Et voilà qu’un jour, ils arrivent au Vietnam, et brusquement sont confrontés à l’inconnu : ici, point de couteau ni de fourchette, mais des baguettes sagement réunies en bouquet ou posées à côté d’un bol ou d’une assiette. Et, face à ce nouvel art de la table, la question cruciale : comment on fait ?

Baguettes civilisées...

Souvent, avant de donner la réponse à mes hôtes affamés et légèrement anxieux à l’hypothèse de ne pouvoir accéder aux délices gastronomiques que leur suggère le fumet des aliments disposés sur la table, je m’octroie le plaisir (un peu pervers, je l’avoue !) d’expliquer pourquoi on utilise des baguettes en Asie. Et, pour éviter que vous ne surchargiez la boîte de courrier électronique de ce journal, en posant l’inévitable question «Oui, pourquoi ?», je vous livre mon explication, résultat d’une longue enquête culino-culturelle.

Selon les historiens, les premières baguettes utilisées comme ustensiles pour manger étaient des brindilles que les consommateurs affamés utilisaient pour ingurgiter de la nourriture. L’une des raisons pour lesquelles la baguette s’invite à la table des Asiatiques est, sans doute, due au fait que la nourriture est souvent hachée ou découpée en petits morceaux et de fait chauffée très rapidement.

Une autre explication, plus philosophique celle-ci, a cours. Le vénéré philosophe Kong Zi, plus connu sous le nom de Confucius, aurait avoué une réelle aversion pour l’utilisation de couteaux lorsqu’il se trouvait à table. Il considérait l’utilisation de couteaux pour découper les aliments comme un signe de barbarisme. Selon cette théorie, les baguettes ont été mises au service d’un comportement civilisé en comparaison de la brutalité de l’utilisation du couteau ! Étonnant, non ?

Une fois acquis que nous sommes entre gens civilisés, il s’agit de passer à la deuxième étape : le maniement des instruments. L’explication théorique est facile :

1. Placer les deux baguettes dans le creux formé par le pouce et l’index de la main droite ou de la main gauche pour les gauchers.

2. Fermer la main sans forcer de manière que les baguettes soient soutenues dans le haut par le pouce. Majeur, annulaire et auriculaire viennent automatiquement se placer autour des baguettes. L’auriculaire doit soutenir la baguette se trouvant vers le corps. Cette baguette est également soutenue par la partie inférieure du pouce, qui exerce une légère pression. La deuxième baguette repose légèrement sur le majeur. Elle est en plus maintenue par l’index et l’extrémité du pouce. Seule la baguette du haut est mobile. En recourbant légèrement l’index, le majeur et le pouce, il est maintenant possible de saisir des petites bouchées comme on le fait avec une pince.

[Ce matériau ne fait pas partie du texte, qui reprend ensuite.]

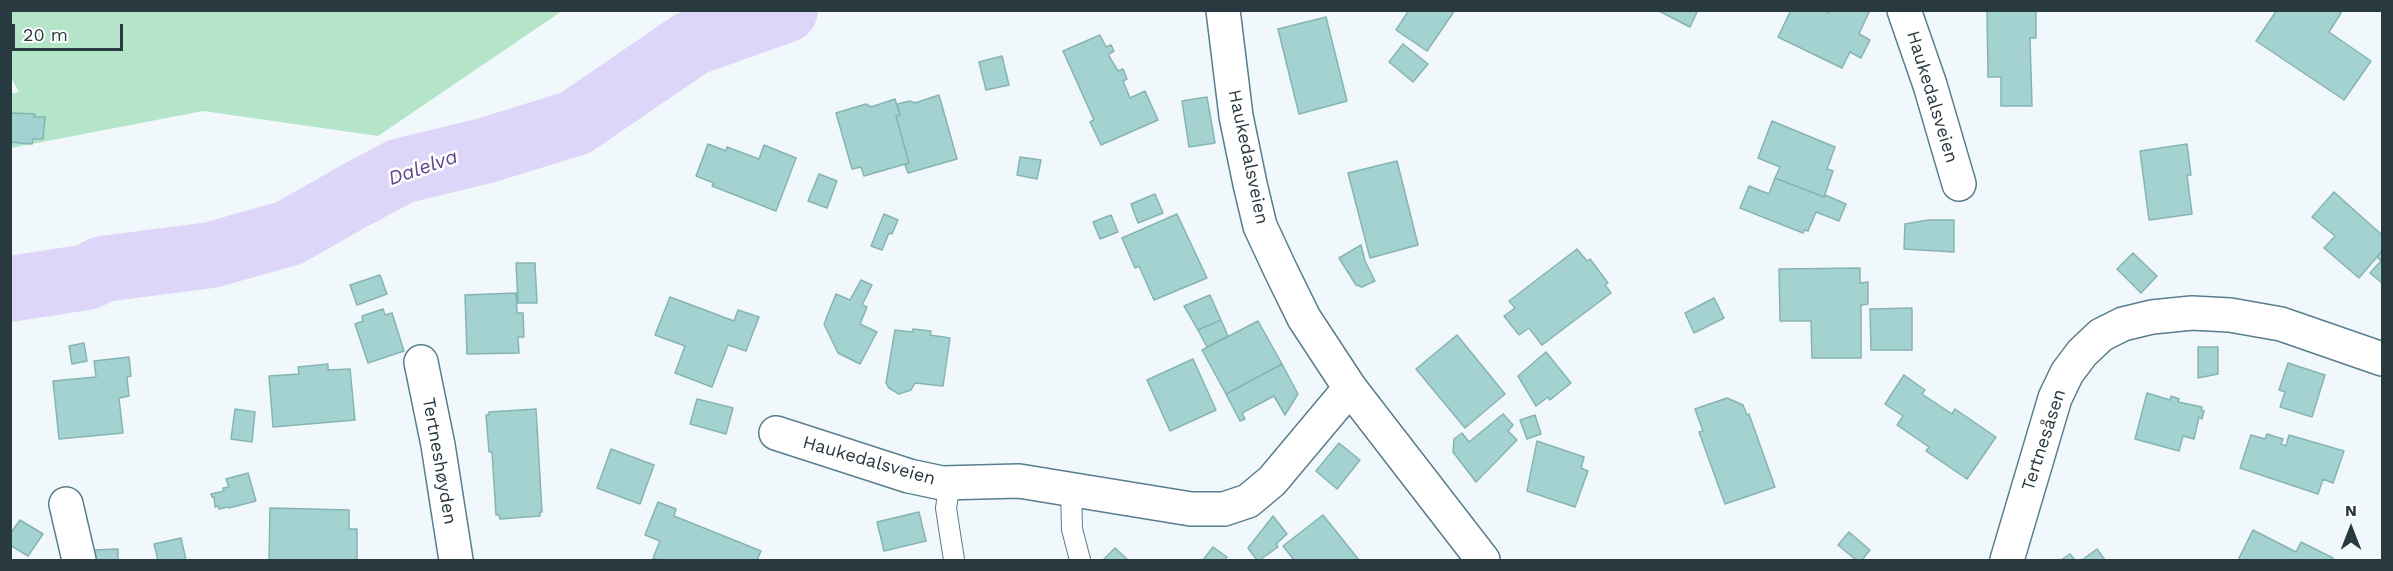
<!DOCTYPE html>
<html>
<head>
<meta charset="utf-8">
<style>
	body { margin:0 }
	#map { position:relative; width:2393px; height:571px; overflow:hidden; background:#f0f8fc; font-family:"Work Sans",sans-serif }
	canvas { display:block }
	.frame { position:absolute; inset:0; border:12px solid #293940; pointer-events:none }
	.north { position:absolute; left:2321px; top:499px; width:60px; height:60px; -webkit-text-stroke:4px #fff; paint-order:stroke; rotate:0deg; font-size:16px; font-weight:700; line-height:24px; text-align:center; color:#293940 }
	.north::after { content:''; display:block; margin:auto; width:21px; height:27px; background:#293940; clip-path:polygon(50% 0,100% 100%,50% 72%,0 100%) }
	.scale { position:absolute; left:12px; top:24px; width:111px; height:27px; box-sizing:border-box; border:3px solid #293940; border-top:0; padding-left:8px; font-size:18px; line-height:21px; white-space:nowrap; color:#293940; -webkit-text-stroke:4px #fff; paint-order:stroke }
</style>
</head>
<body>
<div id="map">
<canvas width="2393" height="571"></canvas>
<div class="frame"></div>
<div class="north">N</div>
<div class="scale">20 m</div>
</div>
<script>
const ctx = document.querySelector('canvas').getContext('2d');
ctx.lineJoin = 'round';
function fillPath(path, color) { ctx.fillStyle = color; ctx.fill(path, 'evenodd'); }
const toPath = rows => new Path2D(rows.map(r => 'M' + r).join(''));
function stroke(path, color, width, dash) { ctx.strokeStyle = color; ctx.lineWidth = width; ctx.lineCap = dash ? 'butt' : 'round'; ctx.setLineDash(dash || []); ctx.stroke(path); }
function write(font, color, halo, rows, align = 'center') {
  ctx.font = font + ' "Work Sans",sans-serif'; ctx.lineWidth = 5; ctx.setLineDash([]); ctx.textBaseline = 'middle'; ctx.strokeStyle = halo; ctx.fillStyle = color; for (const [text, x, y, turn = 0] of rows) {
    ctx.save(); ctx.translate(x, y); ctx.rotate((+turn || 0) * Math.PI / 180); ctx.textAlign = isNaN(turn) ? turn : align; if (halo) ctx.strokeText(text, 0, 0); ctx.fillText(text, 0, 0); ctx.restore();
  }
}
fillPath(toPath([
	[11,11,562,11,378,136,203,111,11,148,10,94,19,92,11,78]
]), '#b4e5c8');
stroke(toPath([
	[10,289,87,277,103,269,211,255,289,233,354,196,401,171,484,151,575,123,692,43,785,10]
]), '#ded6f8', 66);
const building = toPath([
	[1455,10,1427,51,1396,30,1409,10,1455,10],
	[1657,10,1698,10,1690,27,1657,10],
	[1791,10,1824,10,1828,13,1829,10,1870,10,1859,34,1870,40,1861,58,1850,52,1842,68,1778,37,1791,10],
	[1987,10,2036,10,2036,38,2030,38,2032,106,2001,106,2001,77,1988,77,1987,10],
	[2277,10,2337,10,2341,13,2329,32,2371,61,2344,100,2256,41,2277,10],
	[1326,17,1347,101,1299,114,1278,29,1326,17],
	[1100,35,1106,47,1111,45,1114,51,1109,54,1109,56,1118,71,1123,69,1127,79,1123,81,1130,98,1145,91,1158,120,1101,145,1090,122,1094,120,1063,51,1100,35],
	[1403,44,1428,64,1413,82,1389,62,1403,44],
	[1002,56,1009,85,986,90,979,62,1002,56],
	[939,95,957,159,908,173,905,165,909,163,896,116,900,115,897,104,910,101,915,103,939,95],
	[1207,97,1215,143,1189,147,1182,101,1207,97],
	[895,99,900,115,896,116,909,163,864,176,861,167,852,169,836,113,866,104,871,107,895,99],
	[10,113,35,114,34,117,45,117,43,139,33,139,32,144,10,142,10,113],
	[1772,121,1835,147,1827,169,1833,171,1824,197,1775,178,1780,167,1758,158,1772,121],
	[708,144,726,151,727,147,759,159,764,145,796,158,776,211,712,186,714,183,696,176,708,144],
	[2187,144,2191,175,2187,175,2192,214,2149,220,2140,151,2187,144],
	[1020,157,1041,160,1037,179,1017,175,1020,157],
	[1397,161,1418,245,1370,258,1348,173,1397,161],
	[819,174,837,181,827,208,808,201,819,174],
	[1775,178,1824,197,1825,195,1846,204,1839,221,1816,212,1808,231,1804,230,1803,233,1740,208,1749,186,1769,194,1775,178],
	[2334,192,2382,235,2382,251,2359,278,2324,248,2335,236,2312,217,2334,192],
	[1155,194,1163,213,1138,223,1131,204,1155,194],
	[884,214,898,220,892,234,889,233,882,250,871,246,884,214],
	[1177,214,1207,278,1154,300,1139,266,1135,268,1122,238,1177,214],
	[1111,215,1118,232,1100,239,1093,222,1111,215],
	[1928,220,1954,220,1954,252,1904,249,1905,224,1928,220],
	[1361,245,1365,261,1375,281,1362,287,1356,285,1339,258,1361,245],
	[1577,249,1587,261,1590,259,1608,283,1605,285,1611,293,1542,345,1529,328,1519,335,1504,316,1515,308,1509,301,1577,249],
	[2382,251,2382,283,2370,273,2381,261,2377,257,2382,251],
	[2133,253,2157,276,2141,293,2117,269,2133,253],
	[516,263,535,263,537,303,518,303,516,263],
	[1860,268,1860,283,1868,282,1868,304,1861,305,1861,358,1812,358,1811,321,1780,321,1779,269,1860,268],
	[380,275,387,294,357,305,350,285,380,275],
	[861,280,872,285,862,305,867,307,860,324,877,332,860,364,838,353,824,324,836,294,850,300,861,280],
	[516,293,517,313,523,313,524,337,518,337,519,353,467,354,465,295,516,293],
	[1210,295,1221,320,1198,330,1184,306,1210,295],
	[670,297,734,321,738,310,759,317,746,351,728,345,712,387,675,373,685,346,655,335,670,297],
	[1714,298,1724,318,1694,333,1685,313,1714,298],
	[1912,308,1912,350,1871,350,1870,309,1912,308],
	[383,309,385,315,392,313,404,351,368,363,355,324,363,321,362,316,383,309],
	[1221,320,1228,336,1207,347,1198,330,1221,320],
	[1258,321,1282,364,1226,394,1202,350,1258,321],
	[913,329,931,331,930,335,950,338,943,386,915,383,911,390,899,394,889,388,886,383,895,330,912,332,913,329],
	[1457,335,1505,394,1465,428,1416,369,1457,335],
	[84,343,87,361,72,364,69,346,84,343],
	[2198,347,2218,347,2218,374,2198,378,2198,347],
	[1546,352,1571,383,1550,400,1548,397,1536,406,1518,376,1546,352],
	[129,357,131,376,127,377,129,396,119,398,123,433,59,439,53,381,96,377,94,361,129,357],
	[1193,359,1216,410,1170,431,1147,380,1193,359],
	[2288,363,2325,375,2312,417,2280,407,2285,392,2279,390,2288,363],
	[328,364,328,370,350,369,355,420,273,427,269,376,299,374,298,367,328,364],
	[1282,364,1298,394,1285,415,1274,396,1242,413,1245,419,1240,421,1226,394,1282,364],
	[1904,375,1925,390,1922,394,1952,414,1955,409,1996,437,1967,479,1926,451,1929,447,1897,425,1903,416,1885,404,1904,375],
	[2147,393,2170,400,2171,396,2179,399,2178,402,2202,407,2201,410,2204,411,2202,419,2199,417,2194,439,2183,436,2179,451,2135,439,2147,393],
	[1727,398,1743,405,1747,415,1749,414,1775,487,1725,504,1699,432,1703,431,1695,409,1727,398],
	[697,399,733,408,726,434,690,424,697,399],
	[235,409,255,412,252,442,231,439,235,409],
	[536,409,542,512,540,512,540,516,500,519,499,515,496,515,492,452,489,452,486,415,489,415,489,412,536,409],
	[1503,414,1513,425,1508,431,1517,440,1476,482,1453,452,1454,439,1462,433,1469,442,1503,414],
	[1535,415,1541,434,1527,439,1520,420,1535,415],
	[2267,434,2283,439,2281,444,2286,446,2289,435,2344,451,2333,483,2323,479,2318,494,2240,468,2251,435,2265,439,2267,434],
	[1537,441,1584,457,1581,468,1588,471,1575,507,1527,491,1537,441],
	[1339,443,1360,460,1337,489,1316,471,1339,443],
	[611,449,654,465,640,504,597,488,611,449],
	[248,473,256,501,229,508,228,507,219,509,218,506,215,507,214,497,212,497,211,494,224,491,223,488,229,487,226,479,248,473],
	[658,502,676,509,674,516,761,551,757,560,659,560,653,558,660,541,645,535,658,502],
	[270,508,349,510,349,529,357,529,357,560,269,560,270,508],
	[919,512,926,541,884,551,877,522,919,512],
	[1323,515,1359,560,1294,560,1283,546,1323,515],
	[1273,516,1287,534,1276,544,1278,547,1260,560,1257,560,1248,548,1273,516],
	[20,520,43,534,28,556,10,545,10,534,20,520],
	[2253,530,2296,552,2301,542,2333,558,2332,560,2238,560,2253,530],
	[1849,532,1870,550,1862,560,1856,560,1838,545,1849,532],
	[181,538,186,560,158,560,154,544,181,538],
	[1213,547,1227,557,1224,560,1203,560,1213,547],
	[1115,548,1128,560,1103,560,1115,548],
	[118,549,118,560,92,560,92,550,118,549],
	[2097,549,2105,560,2082,560,2097,549],
	[2070,554,2075,560,2061,560,2070,554]
]);
fillPath(building, '#a4d2d0');
stroke(building, '#86b4b2', 1.5);
const lane = toPath([
	[954,482,948,495,946,508,954,560],
	[1071,488,1072,529,1080,560]
]);
const street = toPath([
	[1223,10,1236,116,1250,184,1260,226,1280,269,1304,318,1350,388,1483,560],
	[1904,10,1930,85,1959,184],
	[421,362,438,445,456,560],
	[776,433,909,476,942,483,1019,481,1191,509,1224,509,1248,501,1272,481,1350,388],
	[66,504,79,560],
	[2007,560,2055,398,2067,373,2082,353,2101,335,2123,324,2152,317,2192,313,2230,315,2281,324,2382,359]
]);
stroke(lane, '#587d8e', 22);
stroke(street, '#587d8e', 36);
stroke(lane, '#fff', 20);
stroke(street, '#fff', 33);
write('18px', '#293940', '#fff', [
	["Haukedalsveien",1932,97,73],
	["Haukedalsveien",1248,157,78],
	["Tertnesåsen",2044,440,-72],
	["Tertneshøyden",439,461,80],
	["Haukedalsveien",869,461,16]
]);
write('italic 20px', '#5d478a', '#fff', [
	["Dalelva",423,168,-19]
]);
</script>
</body>
</html>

Mais après la théorie, il faut passer à la pratique, et là, c’est une autre histoire. Le tir à blanc, sous forme de manipulations répétées sans prise de nourriture, laisse déjà quelques concurrents sur la touche. Ceux-là découvrent qu’ils n’ont pas une mobilité et une coordination digitale suffisante pour empêcher les deux baguettes de faire cavalier seul, alors même qu’elles devraient entamer une danse harmonieuse, guidée par une douce pression des doigts. Pour l’heure, la seule chose qu’elles peuvent entamer, c’est le moral des victimes de la culture de la fourchette ! Pour eux, il ne reste plus qu’à se résoudre à choisir entre leurs doigts ou la barbare fourchette.

Baguettes indisciplinées !

Pour les autres, c’est le moment de passer à la saisie des aliments. Deuxième sélection impitoyable, pour ceux qui pensent qu’il suffit de pincer la nourriture pour qu’elle accepte de rester entre les deux baguettes.

Baguettes.

Encore, faut-il savoir doser la force des doigts, jongler avec l’arrondi des grains, anticiper sur la fuite des buns glissants, solliciter avec douceur le tofu fragile, agripper fermement le «nem» (rouleau de printemps) croustillant…, bref savoir s’adapter à chaque type de texture et de volume. Ce qui requiert une intelligence et une dextérité très inéquitablement réparties entre les convives !

Il ne reste dès lors pour les nouveaux recalés qu’à observer le spectacle de ceux qui sont arrivés à la troisième étape : porter la nourriture à sa bouche.

D’ailleurs, pour être exact, contrairement à tout ce que nous avons appris sur les règles du savoir-vivre, il s’agit surtout de faire se rencontrer la bouche et la nourriture, soit en levant le bol vers les lèvres, soit en penchant la tête sur celui-ci. Mais, là encore, l’échec guette ceux qui ignorent la capacité d’indépendance des baguettes.

Selon l’humeur, elles glissent l’une sur l’autre, s’écartent, se télescopent, laissant échapper brutalement les aliments, et curieusement, le plus souvent quand ils parviennent presque à destination. Qui pourra comprendre le dur moment de solitude du convive qui, bouche ouverte, tête penchée en avant, referme brusquement les dents sur du vide, alors que le morceau convoité, dans le meilleur des cas, s’écrase sur la chemise blanche de l’impétrant et, dans le pire, plonge brutalement dans une sauce qui éclabousse visage et vêtements !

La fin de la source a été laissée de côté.